暁と平悟は天幕の外で森が出てくるのを待たされた。森は『お館様』から細かい指示を受けているのだろう。
待っている間に平悟が暁に囁いた。
「姫、先程は危ないところを有難うございました。」
出会ってすぐの丁寧な口調を取り戻して言う。
「正直、俺、姫を侮ってました。でも先程あの恐ろしい人から庇っていただいたことで、やはり姫は俺がお仕えするだけの器の方だと確信しました。あの城山領主にまともに話ができるっていうのも凄いし。これまでにも増して誠心誠意姫に忠誠を誓います。」
真剣な顔でそう言われ、暁は少し照れながら、
「有難う。」
とだけ言った。
程なくして森が出てくると二人の縄を解かせて告げた。
「山岡平悟はこのまま我が軍と共に行動せよ。大軍を敵に気取られぬよううに豊川城近くまで運ばねばならん。心して掛かれ。暁殿は急ぎ高峯城のお身内と連絡を取り、高峯平定を急がれよ。もし何か下手な真似をすればこの者の命はないですぞ。」
どうやら平悟は人質も兼ねている様だ。だが先ほどの瀬津の様子なら、平悟が少しでもヘマをすればすぐに切り殺すだろう。平悟もそんな事はもう言わなくても分かっているだろうが、心配ではある。那由他のやたら偉そうな上から目線の態度にはかなり腹が立つが、結果的に暁の意向を汲んでくれたのは有難かった。何だかんだ言っても暁に味方してくれるんじゃないかと期待が湧いた。

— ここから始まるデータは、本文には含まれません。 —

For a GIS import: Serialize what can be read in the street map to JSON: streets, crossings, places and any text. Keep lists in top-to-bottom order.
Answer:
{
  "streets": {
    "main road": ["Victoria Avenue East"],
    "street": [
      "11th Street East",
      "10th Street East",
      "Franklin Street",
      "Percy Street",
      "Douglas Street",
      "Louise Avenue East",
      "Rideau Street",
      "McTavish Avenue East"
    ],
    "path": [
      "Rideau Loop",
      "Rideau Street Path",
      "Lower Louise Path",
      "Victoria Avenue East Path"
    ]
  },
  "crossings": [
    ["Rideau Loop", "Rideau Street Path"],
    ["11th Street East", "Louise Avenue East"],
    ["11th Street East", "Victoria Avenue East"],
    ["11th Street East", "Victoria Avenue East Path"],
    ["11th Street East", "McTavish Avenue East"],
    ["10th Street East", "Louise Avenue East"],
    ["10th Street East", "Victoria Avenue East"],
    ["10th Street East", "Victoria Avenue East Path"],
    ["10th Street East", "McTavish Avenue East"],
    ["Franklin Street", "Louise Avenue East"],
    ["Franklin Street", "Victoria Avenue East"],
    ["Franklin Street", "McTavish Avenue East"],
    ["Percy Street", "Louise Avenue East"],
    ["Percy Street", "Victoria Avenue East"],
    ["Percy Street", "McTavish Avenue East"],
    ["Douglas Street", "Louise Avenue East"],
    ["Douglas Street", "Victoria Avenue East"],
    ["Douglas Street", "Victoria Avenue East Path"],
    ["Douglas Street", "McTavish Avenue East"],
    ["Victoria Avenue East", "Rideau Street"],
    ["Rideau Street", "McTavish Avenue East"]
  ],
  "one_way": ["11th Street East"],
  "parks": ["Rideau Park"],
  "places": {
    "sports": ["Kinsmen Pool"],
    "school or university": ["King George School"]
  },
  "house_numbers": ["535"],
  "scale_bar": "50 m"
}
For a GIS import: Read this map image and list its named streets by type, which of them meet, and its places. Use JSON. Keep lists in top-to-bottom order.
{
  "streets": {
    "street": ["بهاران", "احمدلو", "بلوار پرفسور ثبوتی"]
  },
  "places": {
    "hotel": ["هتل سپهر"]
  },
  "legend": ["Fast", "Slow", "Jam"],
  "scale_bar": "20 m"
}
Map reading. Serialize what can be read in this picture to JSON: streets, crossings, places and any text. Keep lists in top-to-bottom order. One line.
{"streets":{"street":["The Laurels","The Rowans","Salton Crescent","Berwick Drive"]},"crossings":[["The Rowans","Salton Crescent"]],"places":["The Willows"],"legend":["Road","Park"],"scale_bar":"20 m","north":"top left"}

平悟を城山軍に残し、一人とぼとぼと家路に着く暁の前に、どこをどうやって抜け出してきたのか那由他が現れた。纏う空気が柔らかい。間違いなく那由他だ。
「ちゃんと追いかけてきてやったぞ。あまりつまらない意地を張って無理するな。お前に成頼を討てるとは思えん。戦が片付いたら迎えに来てやるから。それまで大人しく待ってろ。」
先程の陣営での件を引き摺っているところへ、どこまでも偉そうで暁を小馬鹿にした態度。暁は到底素直に従う気にはなれなかった。
「私は不味くて喰えない上に色気もなくて楽しみようもないんでしょう?取るに足りない小娘を『お館様』やってる那由他が理由もなく追うなんて信じられない。」
要はそれらしい理由を聞きたかっただけなのだが…。
「お前が追えと言ったんだろうが?確かにお前は見た目も中身も大したことないがお前といると俺が退屈せずに済む。それが俺がお前を追ってやる理由だ。納得できたか?」
もう少しましな理由を期待していたところへその言葉。その上偉そうで恩着せがましい物言いに、暁は我慢できなくなった。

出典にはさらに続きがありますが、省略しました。